◆ **Your instructions**
All that should come back is the lines of the data below from the one containing "position:absolute; left:1418px; top:1458px;" to the one containing "display:grid; place-items:center; width:77px;", inclusive, exactly as they stand.

===== Records shown =====

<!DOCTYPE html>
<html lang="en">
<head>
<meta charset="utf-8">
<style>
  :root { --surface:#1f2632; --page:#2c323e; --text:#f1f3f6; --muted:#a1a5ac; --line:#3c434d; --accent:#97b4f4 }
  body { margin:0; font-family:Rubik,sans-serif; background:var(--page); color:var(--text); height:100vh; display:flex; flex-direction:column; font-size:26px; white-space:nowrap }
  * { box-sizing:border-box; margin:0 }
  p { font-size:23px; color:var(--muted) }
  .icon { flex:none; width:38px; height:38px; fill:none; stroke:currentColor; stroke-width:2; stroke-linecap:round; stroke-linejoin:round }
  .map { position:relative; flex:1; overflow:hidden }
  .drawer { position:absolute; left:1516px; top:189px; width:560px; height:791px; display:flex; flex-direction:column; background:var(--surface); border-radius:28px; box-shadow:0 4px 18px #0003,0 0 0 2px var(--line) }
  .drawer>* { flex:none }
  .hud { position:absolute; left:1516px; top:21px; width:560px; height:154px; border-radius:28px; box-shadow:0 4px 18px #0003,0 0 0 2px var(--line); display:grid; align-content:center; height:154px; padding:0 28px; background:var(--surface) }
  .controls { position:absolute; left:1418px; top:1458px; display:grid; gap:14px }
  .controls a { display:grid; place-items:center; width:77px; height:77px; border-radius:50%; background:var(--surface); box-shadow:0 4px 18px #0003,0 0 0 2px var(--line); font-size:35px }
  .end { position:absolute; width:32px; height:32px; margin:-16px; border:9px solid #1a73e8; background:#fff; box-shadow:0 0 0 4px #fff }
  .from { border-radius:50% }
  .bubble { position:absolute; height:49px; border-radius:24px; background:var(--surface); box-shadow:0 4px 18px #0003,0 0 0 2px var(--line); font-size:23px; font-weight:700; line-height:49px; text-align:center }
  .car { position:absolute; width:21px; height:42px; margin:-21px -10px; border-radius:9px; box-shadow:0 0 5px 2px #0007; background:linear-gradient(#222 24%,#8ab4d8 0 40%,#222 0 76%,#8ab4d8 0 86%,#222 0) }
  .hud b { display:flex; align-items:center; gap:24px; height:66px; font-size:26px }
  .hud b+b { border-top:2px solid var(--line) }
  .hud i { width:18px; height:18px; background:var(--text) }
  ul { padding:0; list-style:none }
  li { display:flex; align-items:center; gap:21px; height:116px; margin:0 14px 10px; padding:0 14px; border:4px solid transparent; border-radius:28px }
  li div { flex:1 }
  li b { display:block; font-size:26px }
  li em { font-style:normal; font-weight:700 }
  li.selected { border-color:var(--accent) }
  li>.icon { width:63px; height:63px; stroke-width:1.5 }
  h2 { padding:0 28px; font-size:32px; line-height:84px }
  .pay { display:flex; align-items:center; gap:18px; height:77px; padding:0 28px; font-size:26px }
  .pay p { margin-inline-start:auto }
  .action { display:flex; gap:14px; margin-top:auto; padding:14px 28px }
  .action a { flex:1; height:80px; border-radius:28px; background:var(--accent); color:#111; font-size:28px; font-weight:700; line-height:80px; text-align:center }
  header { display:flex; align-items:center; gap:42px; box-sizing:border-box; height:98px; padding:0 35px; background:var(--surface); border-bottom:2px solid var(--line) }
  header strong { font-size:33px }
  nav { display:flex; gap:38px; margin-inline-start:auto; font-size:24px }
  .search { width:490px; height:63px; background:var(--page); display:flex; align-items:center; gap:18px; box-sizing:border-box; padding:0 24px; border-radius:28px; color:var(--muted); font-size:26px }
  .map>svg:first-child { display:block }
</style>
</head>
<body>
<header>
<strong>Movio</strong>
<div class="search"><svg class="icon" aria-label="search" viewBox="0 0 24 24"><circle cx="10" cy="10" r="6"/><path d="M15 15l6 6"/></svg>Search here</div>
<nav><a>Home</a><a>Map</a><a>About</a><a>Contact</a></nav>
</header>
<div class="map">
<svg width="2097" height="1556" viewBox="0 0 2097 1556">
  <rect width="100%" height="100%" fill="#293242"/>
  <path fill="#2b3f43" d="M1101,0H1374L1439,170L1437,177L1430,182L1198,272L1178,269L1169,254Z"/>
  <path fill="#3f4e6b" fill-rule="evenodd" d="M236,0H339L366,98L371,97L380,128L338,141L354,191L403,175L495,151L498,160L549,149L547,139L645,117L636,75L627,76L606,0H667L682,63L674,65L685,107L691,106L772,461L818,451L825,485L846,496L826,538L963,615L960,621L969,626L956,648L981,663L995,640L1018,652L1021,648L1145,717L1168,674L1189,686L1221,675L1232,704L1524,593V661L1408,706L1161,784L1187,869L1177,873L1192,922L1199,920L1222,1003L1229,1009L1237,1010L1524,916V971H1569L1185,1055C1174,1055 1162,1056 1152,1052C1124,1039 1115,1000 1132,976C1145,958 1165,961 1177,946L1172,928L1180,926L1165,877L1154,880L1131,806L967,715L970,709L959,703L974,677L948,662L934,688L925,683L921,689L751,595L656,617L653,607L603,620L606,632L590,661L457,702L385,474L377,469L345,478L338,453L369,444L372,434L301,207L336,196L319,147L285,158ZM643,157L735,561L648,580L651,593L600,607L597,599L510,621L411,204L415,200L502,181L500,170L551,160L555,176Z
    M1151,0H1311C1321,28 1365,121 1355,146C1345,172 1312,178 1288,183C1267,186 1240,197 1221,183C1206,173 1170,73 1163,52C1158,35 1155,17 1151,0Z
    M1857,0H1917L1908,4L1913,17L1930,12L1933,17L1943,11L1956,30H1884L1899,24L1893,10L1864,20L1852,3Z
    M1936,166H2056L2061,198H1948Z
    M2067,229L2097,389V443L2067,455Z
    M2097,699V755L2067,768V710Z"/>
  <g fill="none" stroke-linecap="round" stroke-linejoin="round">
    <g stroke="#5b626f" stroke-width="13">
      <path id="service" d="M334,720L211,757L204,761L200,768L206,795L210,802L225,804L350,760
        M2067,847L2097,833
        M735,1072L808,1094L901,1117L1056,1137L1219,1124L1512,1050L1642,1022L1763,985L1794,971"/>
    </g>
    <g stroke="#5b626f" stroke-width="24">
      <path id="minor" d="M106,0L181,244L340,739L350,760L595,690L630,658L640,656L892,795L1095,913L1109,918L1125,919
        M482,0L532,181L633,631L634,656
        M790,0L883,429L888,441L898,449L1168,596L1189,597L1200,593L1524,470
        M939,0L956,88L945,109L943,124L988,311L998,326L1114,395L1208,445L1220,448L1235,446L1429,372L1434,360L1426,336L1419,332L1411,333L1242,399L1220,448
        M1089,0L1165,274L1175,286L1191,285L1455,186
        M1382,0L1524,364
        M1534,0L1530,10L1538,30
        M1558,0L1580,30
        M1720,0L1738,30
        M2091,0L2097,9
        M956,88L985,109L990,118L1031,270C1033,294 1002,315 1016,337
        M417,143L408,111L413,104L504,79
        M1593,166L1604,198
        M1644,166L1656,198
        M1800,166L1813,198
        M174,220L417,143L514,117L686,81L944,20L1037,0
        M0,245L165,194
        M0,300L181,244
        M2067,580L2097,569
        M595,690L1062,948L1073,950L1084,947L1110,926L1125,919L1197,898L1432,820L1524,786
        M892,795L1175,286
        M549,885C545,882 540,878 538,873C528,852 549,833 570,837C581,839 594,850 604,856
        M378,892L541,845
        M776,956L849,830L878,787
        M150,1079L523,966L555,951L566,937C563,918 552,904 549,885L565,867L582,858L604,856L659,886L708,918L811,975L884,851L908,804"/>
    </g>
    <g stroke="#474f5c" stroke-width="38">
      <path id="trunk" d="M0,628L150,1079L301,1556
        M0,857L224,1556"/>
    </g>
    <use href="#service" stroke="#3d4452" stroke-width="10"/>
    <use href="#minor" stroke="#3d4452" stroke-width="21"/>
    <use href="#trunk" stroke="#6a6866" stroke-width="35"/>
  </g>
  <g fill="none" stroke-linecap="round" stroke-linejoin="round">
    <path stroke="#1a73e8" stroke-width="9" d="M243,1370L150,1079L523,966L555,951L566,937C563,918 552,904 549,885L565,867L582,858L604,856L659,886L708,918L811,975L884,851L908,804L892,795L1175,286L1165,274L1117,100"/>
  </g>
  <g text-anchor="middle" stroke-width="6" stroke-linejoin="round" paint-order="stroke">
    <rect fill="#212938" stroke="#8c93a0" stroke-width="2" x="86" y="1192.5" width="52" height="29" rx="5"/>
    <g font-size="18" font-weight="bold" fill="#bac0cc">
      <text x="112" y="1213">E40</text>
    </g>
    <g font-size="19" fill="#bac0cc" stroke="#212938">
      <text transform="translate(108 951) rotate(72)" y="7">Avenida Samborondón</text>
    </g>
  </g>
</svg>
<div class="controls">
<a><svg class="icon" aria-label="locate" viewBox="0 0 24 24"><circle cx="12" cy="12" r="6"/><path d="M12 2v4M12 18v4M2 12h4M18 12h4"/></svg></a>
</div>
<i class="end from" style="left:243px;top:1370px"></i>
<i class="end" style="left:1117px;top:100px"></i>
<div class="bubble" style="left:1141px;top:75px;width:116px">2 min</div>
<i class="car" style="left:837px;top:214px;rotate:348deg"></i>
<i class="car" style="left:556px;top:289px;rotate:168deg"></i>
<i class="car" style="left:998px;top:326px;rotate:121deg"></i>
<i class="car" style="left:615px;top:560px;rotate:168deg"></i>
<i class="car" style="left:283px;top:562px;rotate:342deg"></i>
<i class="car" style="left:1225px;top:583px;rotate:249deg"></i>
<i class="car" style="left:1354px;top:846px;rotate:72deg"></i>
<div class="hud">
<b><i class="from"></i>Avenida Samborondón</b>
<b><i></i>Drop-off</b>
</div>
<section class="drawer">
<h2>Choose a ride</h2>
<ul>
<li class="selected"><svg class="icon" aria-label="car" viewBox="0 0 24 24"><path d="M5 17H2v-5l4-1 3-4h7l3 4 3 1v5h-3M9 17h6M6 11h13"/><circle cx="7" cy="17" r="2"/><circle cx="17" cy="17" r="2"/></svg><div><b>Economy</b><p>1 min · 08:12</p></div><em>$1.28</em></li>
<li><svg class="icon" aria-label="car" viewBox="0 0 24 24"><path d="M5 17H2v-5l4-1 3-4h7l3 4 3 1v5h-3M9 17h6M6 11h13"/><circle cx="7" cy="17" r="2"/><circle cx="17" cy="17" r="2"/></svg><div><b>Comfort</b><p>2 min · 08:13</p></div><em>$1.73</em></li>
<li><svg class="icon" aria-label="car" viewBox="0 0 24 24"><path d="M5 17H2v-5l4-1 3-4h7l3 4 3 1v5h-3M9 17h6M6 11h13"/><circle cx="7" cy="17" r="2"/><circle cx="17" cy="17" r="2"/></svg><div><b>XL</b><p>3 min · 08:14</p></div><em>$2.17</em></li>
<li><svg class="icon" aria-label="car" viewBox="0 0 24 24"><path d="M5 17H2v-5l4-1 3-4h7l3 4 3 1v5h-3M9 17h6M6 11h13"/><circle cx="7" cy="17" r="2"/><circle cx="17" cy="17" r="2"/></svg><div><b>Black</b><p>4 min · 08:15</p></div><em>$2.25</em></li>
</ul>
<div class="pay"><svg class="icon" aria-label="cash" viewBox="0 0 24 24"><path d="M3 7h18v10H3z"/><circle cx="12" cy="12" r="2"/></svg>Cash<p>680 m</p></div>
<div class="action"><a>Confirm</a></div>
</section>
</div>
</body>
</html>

=====

◆ **Answer for the task**
  .controls { position:absolute; left:1418px; top:1458px; display:grid; gap:14px }
  .controls a { display:grid; place-items:center; width:77px; height:77px; border-radius:50%; background:var(--surface); box-shadow:0 4px 18px #0003,0 0 0 2px var(--line); font-size:35px }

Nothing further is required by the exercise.